Task to carry out: All entries that follow are to be printed exactly as written.

Exercise data section start

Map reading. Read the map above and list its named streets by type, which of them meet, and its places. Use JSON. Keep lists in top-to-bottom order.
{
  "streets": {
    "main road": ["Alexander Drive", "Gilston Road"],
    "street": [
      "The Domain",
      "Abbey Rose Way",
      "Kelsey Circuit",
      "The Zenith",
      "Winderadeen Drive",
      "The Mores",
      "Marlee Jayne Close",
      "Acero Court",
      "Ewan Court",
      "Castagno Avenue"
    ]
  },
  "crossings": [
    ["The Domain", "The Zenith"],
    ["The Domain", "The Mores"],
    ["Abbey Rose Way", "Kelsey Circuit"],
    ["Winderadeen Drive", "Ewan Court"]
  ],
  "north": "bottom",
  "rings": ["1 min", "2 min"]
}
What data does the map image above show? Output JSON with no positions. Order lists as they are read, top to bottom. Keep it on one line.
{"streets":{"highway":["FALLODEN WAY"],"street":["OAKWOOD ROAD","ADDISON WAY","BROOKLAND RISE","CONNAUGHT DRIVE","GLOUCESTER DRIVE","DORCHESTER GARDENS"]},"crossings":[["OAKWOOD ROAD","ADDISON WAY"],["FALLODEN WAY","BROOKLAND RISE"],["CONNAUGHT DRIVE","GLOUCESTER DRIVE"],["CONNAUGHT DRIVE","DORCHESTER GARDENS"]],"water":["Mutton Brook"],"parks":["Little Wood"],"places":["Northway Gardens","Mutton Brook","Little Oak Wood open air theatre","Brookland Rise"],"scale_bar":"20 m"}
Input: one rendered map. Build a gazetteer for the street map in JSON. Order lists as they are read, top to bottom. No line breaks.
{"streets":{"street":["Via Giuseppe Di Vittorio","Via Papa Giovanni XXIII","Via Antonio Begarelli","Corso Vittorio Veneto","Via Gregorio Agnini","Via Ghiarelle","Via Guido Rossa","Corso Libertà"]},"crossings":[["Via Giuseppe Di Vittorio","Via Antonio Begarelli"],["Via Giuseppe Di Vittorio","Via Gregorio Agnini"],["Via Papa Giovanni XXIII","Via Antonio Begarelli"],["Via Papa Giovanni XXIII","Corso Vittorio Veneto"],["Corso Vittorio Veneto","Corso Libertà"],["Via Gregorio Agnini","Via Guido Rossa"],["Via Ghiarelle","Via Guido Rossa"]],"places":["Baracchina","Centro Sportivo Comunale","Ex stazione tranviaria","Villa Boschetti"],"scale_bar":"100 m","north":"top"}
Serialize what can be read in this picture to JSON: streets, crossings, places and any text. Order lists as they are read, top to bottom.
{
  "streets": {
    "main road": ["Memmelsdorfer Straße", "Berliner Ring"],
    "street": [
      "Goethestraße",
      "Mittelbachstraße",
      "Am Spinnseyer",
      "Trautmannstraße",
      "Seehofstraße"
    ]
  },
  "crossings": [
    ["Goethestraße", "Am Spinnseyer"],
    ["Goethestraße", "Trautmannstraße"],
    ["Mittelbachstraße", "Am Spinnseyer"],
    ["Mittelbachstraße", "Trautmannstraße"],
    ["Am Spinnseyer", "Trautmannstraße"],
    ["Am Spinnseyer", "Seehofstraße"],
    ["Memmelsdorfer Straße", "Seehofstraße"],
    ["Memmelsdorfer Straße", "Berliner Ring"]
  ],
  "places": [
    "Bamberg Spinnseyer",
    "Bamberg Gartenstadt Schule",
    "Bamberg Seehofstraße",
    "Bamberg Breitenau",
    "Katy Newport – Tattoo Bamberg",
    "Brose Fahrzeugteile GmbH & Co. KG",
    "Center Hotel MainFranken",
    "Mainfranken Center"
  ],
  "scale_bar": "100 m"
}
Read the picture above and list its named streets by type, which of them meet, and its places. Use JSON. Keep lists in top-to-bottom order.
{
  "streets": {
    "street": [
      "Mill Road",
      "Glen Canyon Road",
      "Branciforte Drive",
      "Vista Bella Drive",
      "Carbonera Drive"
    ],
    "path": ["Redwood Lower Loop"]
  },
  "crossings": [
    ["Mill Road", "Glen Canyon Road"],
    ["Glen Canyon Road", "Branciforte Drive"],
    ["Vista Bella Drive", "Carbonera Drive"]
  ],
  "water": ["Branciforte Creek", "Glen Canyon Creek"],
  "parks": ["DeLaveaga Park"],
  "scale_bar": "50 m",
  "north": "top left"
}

Exercise data section end

Answer:
Map reading. Read the map above and list its named streets by type, which of them meet, and its places. Use JSON. Keep lists in top-to-bottom order.
{
  "streets": {
    "main road": ["Alexander Drive", "Gilston Road"],
    "street": [
      "The Domain",
      "Abbey Rose Way",
      "Kelsey Circuit",
      "The Zenith",
      "Winderadeen Drive",
      "The Mores",
      "Marlee Jayne Close",
      "Acero Court",
      "Ewan Court",
      "Castagno Avenue"
    ]
  },
  "crossings": [
    ["The Domain", "The Zenith"],
    ["The Domain", "The Mores"],
    ["Abbey Rose Way", "Kelsey Circuit"],
    ["Winderadeen Drive", "Ewan Court"]
  ],
  "north": "bottom",
  "rings": ["1 min", "2 min"]
}
What data does the map image above show? Output JSON with no positions. Order lists as they are read, top to bottom. Keep it on one line.
{"streets":{"highway":["FALLODEN WAY"],"street":["OAKWOOD ROAD","ADDISON WAY","BROOKLAND RISE","CONNAUGHT DRIVE","GLOUCESTER DRIVE","DORCHESTER GARDENS"]},"crossings":[["OAKWOOD ROAD","ADDISON WAY"],["FALLODEN WAY","BROOKLAND RISE"],["CONNAUGHT DRIVE","GLOUCESTER DRIVE"],["CONNAUGHT DRIVE","DORCHESTER GARDENS"]],"water":["Mutton Brook"],"parks":["Little Wood"],"places":["Northway Gardens","Mutton Brook","Little Oak Wood open air theatre","Brookland Rise"],"scale_bar":"20 m"}
Input: one rendered map. Build a gazetteer for the street map in JSON. Order lists as they are read, top to bottom. No line breaks.
{"streets":{"street":["Via Giuseppe Di Vittorio","Via Papa Giovanni XXIII","Via Antonio Begarelli","Corso Vittorio Veneto","Via Gregorio Agnini","Via Ghiarelle","Via Guido Rossa","Corso Libertà"]},"crossings":[["Via Giuseppe Di Vittorio","Via Antonio Begarelli"],["Via Giuseppe Di Vittorio","Via Gregorio Agnini"],["Via Papa Giovanni XXIII","Via Antonio Begarelli"],["Via Papa Giovanni XXIII","Corso Vittorio Veneto"],["Corso Vittorio Veneto","Corso Libertà"],["Via Gregorio Agnini","Via Guido Rossa"],["Via Ghiarelle","Via Guido Rossa"]],"places":["Baracchina","Centro Sportivo Comunale","Ex stazione tranviaria","Villa Boschetti"],"scale_bar":"100 m","north":"top"}
Serialize what can be read in this picture to JSON: streets, crossings, places and any text. Order lists as they are read, top to bottom.
{
  "streets": {
    "main road": ["Memmelsdorfer Straße", "Berliner Ring"],
    "street": [
      "Goethestraße",
      "Mittelbachstraße",
      "Am Spinnseyer",
      "Trautmannstraße",
      "Seehofstraße"
    ]
  },
  "crossings": [
    ["Goethestraße", "Am Spinnseyer"],
    ["Goethestraße", "Trautmannstraße"],
    ["Mittelbachstraße", "Am Spinnseyer"],
    ["Mittelbachstraße", "Trautmannstraße"],
    ["Am Spinnseyer", "Trautmannstraße"],
    ["Am Spinnseyer", "Seehofstraße"],
    ["Memmelsdorfer Straße", "Seehofstraße"],
    ["Memmelsdorfer Straße", "Berliner Ring"]
  ],
  "places": [
    "Bamberg Spinnseyer",
    "Bamberg Gartenstadt Schule",
    "Bamberg Seehofstraße",
    "Bamberg Breitenau",
    "Katy Newport – Tattoo Bamberg",
    "Brose Fahrzeugteile GmbH & Co. KG",
    "Center Hotel MainFranken",
    "Mainfranken Center"
  ],
  "scale_bar": "100 m"
}
Read the picture above and list its named streets by type, which of them meet, and its places. Use JSON. Keep lists in top-to-bottom order.
{
  "streets": {
    "street": [
      "Mill Road",
      "Glen Canyon Road",
      "Branciforte Drive",
      "Vista Bella Drive",
      "Carbonera Drive"
    ],
    "path": ["Redwood Lower Loop"]
  },
  "crossings": [
    ["Mill Road", "Glen Canyon Road"],
    ["Glen Canyon Road", "Branciforte Drive"],
    ["Vista Bella Drive", "Carbonera Drive"]
  ],
  "water": ["Branciforte Creek", "Glen Canyon Creek"],
  "parks": ["DeLaveaga Park"],
  "scale_bar": "50 m",
  "north": "top left"
}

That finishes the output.